DL 202
Clearing the Path
Published: 2019-06-22 • 📧 Newsletter
Welcome to issue 202. Clearing the path.
Hi all, my name is Ian O'Byrne and welcome to Digitally Literate. In this newsletter I curate the news of the week and distill it into an easy-to-read resource for you. Thank you for reading.
This week I worked on a lot things behind the scenes as I'm preparing for a weeklong institute on computational thinking and coding as part of the Infusing Computing initiative.
🔖 Key Takeaways
- Moderator Trauma Crisis: Facebook content moderators at Cognizant facilities experience severe PTSD, workplace filth, and lasting psychological damage from policing toxic content.
- Tech Veganism Philosophy: Doug Belshaw explores preference for open source, big tech suspicion, and high privacy standards as ethical technology stance.
- Art Censorship Irony: Bill Posters' deepfake of Zuckerberg gets labeled and suppressed by Facebook, demonstrating the platform silencing critique of itself.
- Zero-Click Dominance: 49% of Google searches now end without clicks as the platform provides answers directly, harming content creators and enabling "Google says it's true" thinking.
- Mindfulness Mechanism: Research reveals mindfulness reduces depression specifically by decreasing rumination—the repetitive mulling over negative emotions.
📺 Watch
Anouk Wipprecht: Fashion Tech and Wearable Interfaces
Somehow fashion designer Anouk Wipprecht popped up in my feed this week, and I went down a rabbit hole exploring her work.

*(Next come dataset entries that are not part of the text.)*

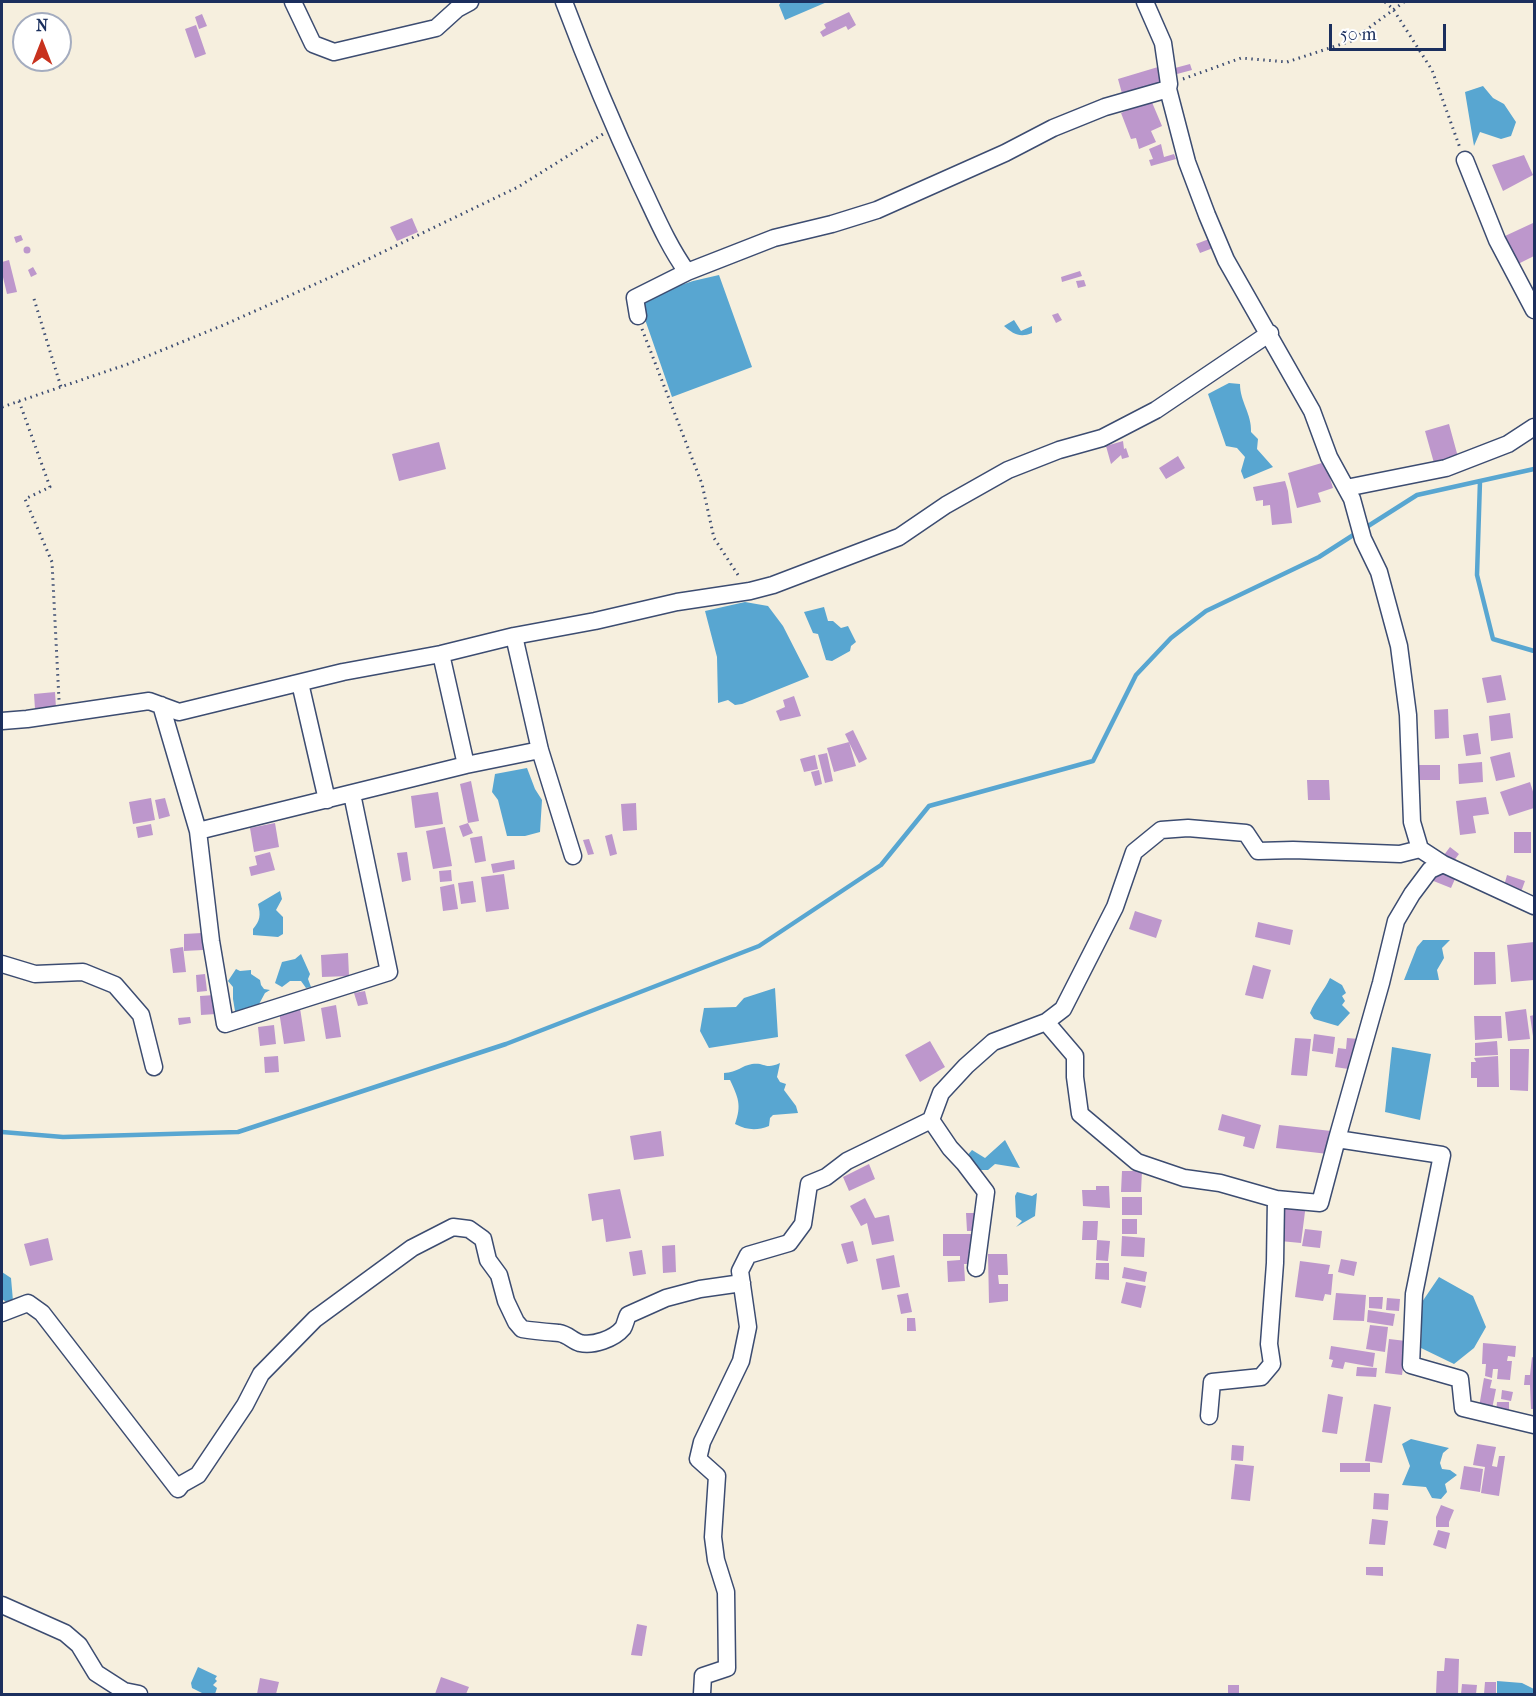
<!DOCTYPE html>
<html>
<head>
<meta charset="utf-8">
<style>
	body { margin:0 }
	#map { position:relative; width:1536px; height:1696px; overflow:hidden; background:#f6efde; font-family:"IM FELL French Canon",serif }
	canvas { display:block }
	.frame { position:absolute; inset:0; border:3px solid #1b2f5e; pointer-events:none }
	.north { position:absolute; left:12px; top:12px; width:60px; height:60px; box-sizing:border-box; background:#fff; border:2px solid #a4acbf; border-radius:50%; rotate:0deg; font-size:16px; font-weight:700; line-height:24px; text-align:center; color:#1b2f5e }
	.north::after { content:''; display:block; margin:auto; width:21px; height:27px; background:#c8321e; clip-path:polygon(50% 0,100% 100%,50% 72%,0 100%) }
	.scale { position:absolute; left:1329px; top:24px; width:117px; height:27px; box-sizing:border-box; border:3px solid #1b2f5e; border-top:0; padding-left:8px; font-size:18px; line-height:21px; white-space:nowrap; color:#1b2f5e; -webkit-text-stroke:4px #fff; paint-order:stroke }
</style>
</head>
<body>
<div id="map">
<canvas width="1536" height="1696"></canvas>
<div class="frame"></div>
<div class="north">N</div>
<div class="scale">50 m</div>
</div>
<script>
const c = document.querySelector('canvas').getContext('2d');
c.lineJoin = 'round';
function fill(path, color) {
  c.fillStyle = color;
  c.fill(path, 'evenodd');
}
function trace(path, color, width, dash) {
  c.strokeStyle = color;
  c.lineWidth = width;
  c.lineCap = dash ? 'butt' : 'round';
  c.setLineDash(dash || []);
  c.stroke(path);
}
const water = new Path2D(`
	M781,2H827L785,20L779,5Z
	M1483,86L1493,98L1504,104L1516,122L1511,136L1501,139L1480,132L1474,146L1465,92Z
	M719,275L752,367L672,397L641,308L648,296L693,281Z
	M1014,320L1021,331L1032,326V333C1020,338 1013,334 1004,326Z
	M1229,383L1240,384C1240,402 1252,414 1251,432L1258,439L1257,449L1273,467L1244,479L1241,471L1245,457L1237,448L1226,446L1208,394Z
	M745,602L768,606L783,626L809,677L742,704L735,705L728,700L718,703L717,657L705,611Z
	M824,607L828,621H833L841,628L848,626L856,642L851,646L850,651L832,661L826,660L818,634L813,633L804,612Z
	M527,768L535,789L542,800L540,832L525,836H507L498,800L492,792L495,774Z
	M280,891L282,899L276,910L283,917V934L278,937L253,935V929C260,921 261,915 258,904Z
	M1423,940H1450L1442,948L1444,958L1437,970L1439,980H1404L1417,947Z
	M301,954L310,974L308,979L311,987L306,988L301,981H290L282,987L275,983L282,962L295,959Z
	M236,969L240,971L251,970V974L260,980L261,985L264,989L270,990L265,993L258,1006L243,1010L240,1013L235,1011L233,999V987L228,981Z
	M1330,978L1342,985L1346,993L1342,996L1345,1001L1342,1005L1350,1013L1338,1026L1314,1019L1310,1013C1315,1000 1324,991 1330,978Z
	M775,988L778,1037L709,1048L700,1031L704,1008L736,1007L744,998Z
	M1392,1047L1431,1054L1420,1120L1385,1112Z
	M780,1063L777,1077L780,1082L786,1084L784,1090L796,1106L798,1113L773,1115L770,1118L769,1126C756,1131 747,1130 735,1124C742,1105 738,1097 730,1080H724V1073C738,1072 741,1066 752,1064C765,1062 765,1070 780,1063Z
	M1005,1140L1020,1168L995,1164L988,1170H977L966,1157L972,1150L985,1158Z
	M1017,1192L1032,1196L1037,1193L1035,1216L1016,1227L1022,1221L1016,1217L1015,1196Z
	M2,1272L11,1278L13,1301L9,1304L2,1299Z
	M1439,1277L1473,1296L1486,1327L1474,1348L1454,1364L1421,1348L1422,1302Z
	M1411,1439L1449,1448L1443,1453L1440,1463L1442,1469L1450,1470L1457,1475L1445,1484L1447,1492L1441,1499L1432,1498L1426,1487L1402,1485L1410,1466L1402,1444Z
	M198,1667L217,1676L215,1679L217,1681L213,1685L217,1688L215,1694H204L192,1688L191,1683Z
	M1497,1681L1522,1683L1534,1689V1694H1497Z`);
const stream = new Path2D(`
	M1480,481L1477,575L1493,639L1534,651
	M1365,528L1417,495L1534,469
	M2,1132L63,1137L238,1132L506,1044L759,946L881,865L929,806L1093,761L1136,675L1171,638L1206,611L1319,557L1358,532`);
const building = new Path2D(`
	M849,12L856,25L848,30L846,26L823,37L820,32L826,28L824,24Z
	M202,14L207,26L199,29L195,17Z
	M196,25L206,54L195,58L185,29Z
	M1190,64L1192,70L1177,74L1175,68Z
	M1158,67L1163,86L1123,97L1118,79Z
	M1151,100L1162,126L1151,131L1156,142L1139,149L1136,138L1131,139L1121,113Z
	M1161,144L1164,157L1174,154L1176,159L1151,166L1149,160L1153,159L1149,149Z
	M1524,155L1533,175L1503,191L1492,165Z
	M412,218L418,232L397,241L390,227Z
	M1533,223L1534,256L1518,264L1505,236Z
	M21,235L23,240L16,243L14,237Z
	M1209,239L1213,248L1200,253L1196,244Z
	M23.5 250a3.5 3.5 0 1 1 7 0a3.5 3.5 0 1 1-7 0Z
	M9,260L17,292L7,294L2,273V262Z
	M33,267L37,274L31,277L28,270Z
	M1080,271L1082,276L1062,282L1061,277Z
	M1084,280L1086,286L1078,288L1076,281Z
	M1058,313L1062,320L1056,323L1052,315Z
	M1449,424L1458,457L1434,463L1425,431Z
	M1123,441L1124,449L1126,448L1129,457L1122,459L1121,455L1111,464L1106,446Z
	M439,442L446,469L399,481L392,454Z
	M1178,456L1185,468L1166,479L1159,468Z
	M1325,462L1333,488L1318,493L1321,502L1297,508L1288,473Z
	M1285,481L1288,491L1292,523L1272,525L1270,505L1263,506V500L1256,501L1253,487Z
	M1501,675L1506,700L1487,703L1482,678Z
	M55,692L56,708L35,709L34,694Z
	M794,696L801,716L780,721L776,711L785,707L783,700Z
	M1448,709L1449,738L1435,739L1434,710Z
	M1510,713L1513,738L1491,741L1489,716Z
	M853,730L867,759L859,763L845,734Z
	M1478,733L1481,754L1466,756L1463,735Z
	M849,742L856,766L834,772L827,748Z
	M1510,752L1515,777L1496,781L1490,757Z
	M827,753L833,781L825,783L818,755Z
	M815,755L818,769L804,772L800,759Z
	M1482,762L1483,782L1459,784L1458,764Z
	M1416,765H1440V780H1416Z
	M819,770L822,784L815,786L811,772Z
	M1307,780H1329L1330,800H1308Z
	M471,781L479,821L468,823L460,784Z
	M1530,782L1534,795V808L1509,816L1500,792Z
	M438,792L443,824L415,828L411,796Z
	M1486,797L1489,814L1473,816L1476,833L1460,835L1456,801Z
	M151,798L155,820L133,824L129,802Z
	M165,798L170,816L159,819L155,800Z
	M636,803L637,830L623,831L621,804Z
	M275,823L279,847L254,852L250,828Z
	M468,823L473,833L463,837L459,826Z
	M151,824L153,835L138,838L136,827Z
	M445,827L452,866L433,869L426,831Z
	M1514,832H1531V853H1514Z
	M612,834L617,854L610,856L605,836Z
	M482,836L486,861L475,863L470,838Z
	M589,839L594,854L588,855L583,840Z
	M1450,847L1459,854L1453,862L1444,855Z
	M270,852L275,870L251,876L249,867L257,865L255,856Z
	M407,852L411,880L402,882L397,853Z
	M514,860L515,869L493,873L491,864Z
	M451,870L452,881L440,882L439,871Z
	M1436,870L1455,879L1451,888L1431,880Z
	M504,874L509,909L486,912L481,877Z
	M1507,875L1525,881L1521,892L1504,886Z
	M473,881L476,902L461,904L458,883Z
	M454,884L458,909L443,911L440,887Z
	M1135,911L1162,920L1156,938L1129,929Z
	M1258,922L1293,930L1290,945L1255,937Z
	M202,933L203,950L184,951V934Z
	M1534,942V980L1511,982L1507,945Z
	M183,947L186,972L173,973L170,949Z
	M1474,952H1495L1496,984L1474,985Z
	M348,953L349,976L322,977L321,955Z
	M1253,965L1271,970L1263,999L1245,995Z
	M205,974L207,991L197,992L196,975Z
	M365,991L368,1004L358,1006L354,993Z
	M215,995L216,1014L201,1015L200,996Z
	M336,1005L341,1037L326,1039L321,1008Z
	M300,1008L305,1041L284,1044L279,1011Z
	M1526,1009L1530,1039L1508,1041L1505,1012Z
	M1534,1015V1036H1533L1530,1016Z
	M1474,1016H1501L1502,1038L1475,1040Z
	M190,1017L191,1023L179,1025L178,1018Z
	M274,1025L276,1044L260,1046L258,1027Z
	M1314,1034L1335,1037L1333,1054L1312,1051Z
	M1295,1038L1311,1039L1307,1076L1291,1075Z
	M1347,1038L1359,1039L1355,1070L1335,1067L1338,1048L1346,1049Z
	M930,1041L945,1067L920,1082L905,1055Z
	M1497,1041L1498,1055L1475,1056V1043Z
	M1510,1049H1529L1528,1091L1510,1090Z
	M278,1056L279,1072L265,1073L264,1057Z
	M1498,1056L1499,1087H1477V1078H1471V1062H1476L1474,1058Z
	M1222,1114L1261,1125L1254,1149L1243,1146L1245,1137L1218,1130Z
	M1279,1125L1331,1131L1328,1154L1276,1148Z
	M661,1131L664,1156L634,1160L630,1136Z
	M869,1164L875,1179L849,1191L843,1177Z
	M1122,1171H1142L1141,1192H1121Z
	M1096,1186H1109L1110,1208L1083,1206L1082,1190H1096Z
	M620,1189L631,1238L606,1242L603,1219L592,1221L588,1194Z
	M1122,1197H1142V1215H1122Z
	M865,1198L875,1218L889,1215L894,1241L872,1245L867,1223L861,1226L850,1206Z
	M1281,1203L1306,1204L1301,1243L1280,1241Z
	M966,1213H977L978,1231H967Z
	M1122,1219H1137V1234H1122Z
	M1083,1221H1098L1097,1240H1082Z
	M1305,1229L1322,1231L1320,1248L1302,1246Z
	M943,1234H976L975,1256H969V1264H964L965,1281L948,1282L947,1261L960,1260V1256H943Z
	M1122,1236L1145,1238L1144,1257L1121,1256Z
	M48,1238L53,1260L30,1266L24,1244Z
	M1097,1240L1110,1241L1108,1261L1096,1260Z
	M853,1241L858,1261L847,1264L841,1244Z
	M675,1245L676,1272L663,1273L662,1246Z
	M642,1250L646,1274L633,1276L629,1252Z
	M988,1254H1007L1008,1275H998L999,1284H1008V1301L989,1303Z
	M894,1255L900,1287L882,1290L876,1259Z
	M1341,1259L1357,1262L1354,1276L1338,1272Z
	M1300,1261L1330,1265L1328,1274H1333L1331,1295L1325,1294L1323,1301L1295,1297Z
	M1096,1263H1109V1280L1095,1279Z
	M1124,1267L1147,1272L1145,1282L1122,1278Z
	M1126,1282L1146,1286L1141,1308L1121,1303Z
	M908,1293L912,1312L901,1314L897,1295Z
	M1336,1293L1366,1295L1364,1321L1333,1320Z
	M1369,1297H1383L1382,1309L1369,1308Z
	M1387,1298L1400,1299L1399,1311L1386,1310Z
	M1368,1310L1395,1314L1393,1326L1367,1322Z
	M907,1318H915L916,1331H907Z
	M1370,1325L1388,1327L1385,1352L1366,1349Z
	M1389,1339L1406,1341L1402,1375L1385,1373Z
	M1483,1343L1516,1346L1515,1357L1508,1356L1507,1361H1512L1510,1380L1497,1379L1498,1369H1493L1492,1378L1485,1376L1486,1364H1482Z
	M1331,1346L1375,1353L1373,1367L1345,1362L1343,1369L1331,1367L1333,1360L1329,1359Z
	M1532,1357L1534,1358V1409H1531L1530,1385H1524L1525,1375H1530Z
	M1357,1367L1377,1368L1376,1377L1356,1376Z
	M1484,1378L1492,1380L1490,1388L1496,1389L1492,1409L1479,1407Z
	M1502,1390L1513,1392L1511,1401L1501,1399Z
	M1328,1394L1343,1397L1337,1434L1322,1432Z
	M1497,1402H1509V1414L1496,1413Z
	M1374,1404L1391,1407L1382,1463L1365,1461Z
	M1477,1444L1496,1447L1492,1466L1497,1467L1499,1456H1505L1499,1496L1481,1493L1485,1467L1473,1465Z
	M1232,1445L1244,1446L1243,1461L1231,1460Z
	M1340,1463H1370V1472H1340Z
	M1235,1464L1254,1466L1250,1501L1231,1499Z
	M1464,1466L1483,1469L1480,1492L1460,1489Z
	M1374,1493L1389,1494L1388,1510L1373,1509Z
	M1441,1505L1454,1510L1449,1522V1527H1436V1517Z
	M1372,1519L1388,1521L1385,1545L1369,1544Z
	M1438,1530L1450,1533L1446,1549L1433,1545Z
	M1366,1567H1383V1576L1366,1575Z
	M637,1624L647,1626L642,1656L631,1655Z
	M1445,1658L1459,1659L1458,1694H1436L1437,1671H1444Z
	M441,1677L469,1687L466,1694H435Z
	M260,1678L279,1682L276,1694H257Z
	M1485,1682H1496V1694H1484Z
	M1462,1684L1477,1685L1476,1694H1461Z
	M1228,1685H1239V1694H1228Z`);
const path = new Path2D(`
	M1385,2L1393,9L1432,70L1460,148
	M1183,79L1241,58L1287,62L1351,41L1404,2
	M34,299L61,387
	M642,329L702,484L714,538L740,578
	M19,401L50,487L25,499L52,562L59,700
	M2,407L128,364L226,324L331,277L518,187L603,134`);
const minor = new Path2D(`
	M293,2L313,44L334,52L436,28L457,9L470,2
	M564,2C587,63 612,123 640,183C655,214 667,244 687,272L774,238L832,224L877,210L1005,153L1053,128L1105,107L1168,89
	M1145,2L1163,43L1169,84L1168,89L1187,162L1207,215L1226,260L1312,411L1329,457L1352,499L1363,539L1379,572L1399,646L1408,715L1412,822L1420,849L1443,864L1534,906
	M1465,160L1497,240L1534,310
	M638,316L635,298L687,272
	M1346,488L1446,468L1508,444L1534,427
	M514,636L540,750L573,856
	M441,654L466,765
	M300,683L327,800
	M161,705L198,831L211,941L225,1024L389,972L352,794
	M2,721L27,719L149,701L179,712L343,672L441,654L514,636L595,621L677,602L750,591L773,585L899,537L946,505L1008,470L1059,450L1102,438L1156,410L1270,333
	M198,831L466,765L540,750
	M2,964L35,974L83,972L115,985L141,1015L154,1067
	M1046,1022L1075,1056V1077L1080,1114L1137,1162L1184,1178L1220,1183L1276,1199L1320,1203L1337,1139L1442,1155L1414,1294L1411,1365L1460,1379L1463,1408L1534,1425
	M1337,1139L1381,983L1396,921L1412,894L1430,870L1443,864
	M976,1268L986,1192L964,1163L950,1148L931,1120L941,1093L966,1066L993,1042L1046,1022L1063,1009L1115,907L1134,852L1161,830L1188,828L1246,833L1258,851L1293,850L1400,854L1420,849
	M2,1313L28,1303L42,1313L178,1489L182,1484L198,1475L245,1405L261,1374L315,1319L412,1248L453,1227L469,1229L483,1239L488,1260L499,1275L506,1301L516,1322L522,1329C534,1331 547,1332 559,1333C567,1334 573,1341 580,1343C593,1346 614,1339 623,1328C625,1325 626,1319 628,1315L666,1298L700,1289L742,1283
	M1209,1416L1212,1382L1261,1377L1272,1364L1269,1344L1275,1263L1276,1199
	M2,1605L65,1633L79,1645L96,1673L124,1691L139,1694
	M702,1694L703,1676L727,1668L726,1592L716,1560L713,1537L717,1476L698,1459L702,1442L741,1361L748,1327L740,1271L748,1255L789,1243L803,1224L809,1184L826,1177L847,1161L931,1120`);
fill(water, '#58a6d1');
trace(stream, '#58a6d1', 4.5);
fill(building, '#bd97cc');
trace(minor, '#3c4c71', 19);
trace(path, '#3c4c71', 3, [1.5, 4.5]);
trace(minor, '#fff', 16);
</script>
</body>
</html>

Up above I shared the "spider dress." Check out the "smoke dress" and the "drinkbot dress." Definitely review Wipprecht's TED talk on Clothing as Emotional Interface.
Wipprecht's work collapses boundaries between fashion, technology, and emotional expression. The spider dress uses proximity sensors to extend mechanical legs when someone approaches too quickly—clothing that enforces personal space. The smoke dress deploys vapor when the wearer feels threatened. These aren't costumes but functional interfaces between body and environment, making internal states externally visible and actionable. The "clothing as emotional interface" concept extends wearable technology beyond fitness tracking toward affect computing: garments that sense, respond, and communicate. This represents fashion's evolution from passive covering to active agent in social interaction.
📚 Read
Facebook Content Moderators: The Trauma Behind the Scenes
As a general advisory, this story receives a content warning as it describes "violent acts against people and animals, accounts of sexual harassment and post-traumatic stress disorder, and other potentially disturbing content."
Former Facebook content moderators are speaking out about their working conditions in the United States for the first time ever.
Earlier this year, The Verge's Casey Newton broke the story about the working conditions of Facebook moderators in Phoenix, AZ. This latest story is a followup revealing that the pattern of severe workplace conditions extends to a second campus in Tampa, FL, but in even more extreme ways. They describe a scene in which the office is filthy, the work is grim, and the side effects of doing the job last long after it is over.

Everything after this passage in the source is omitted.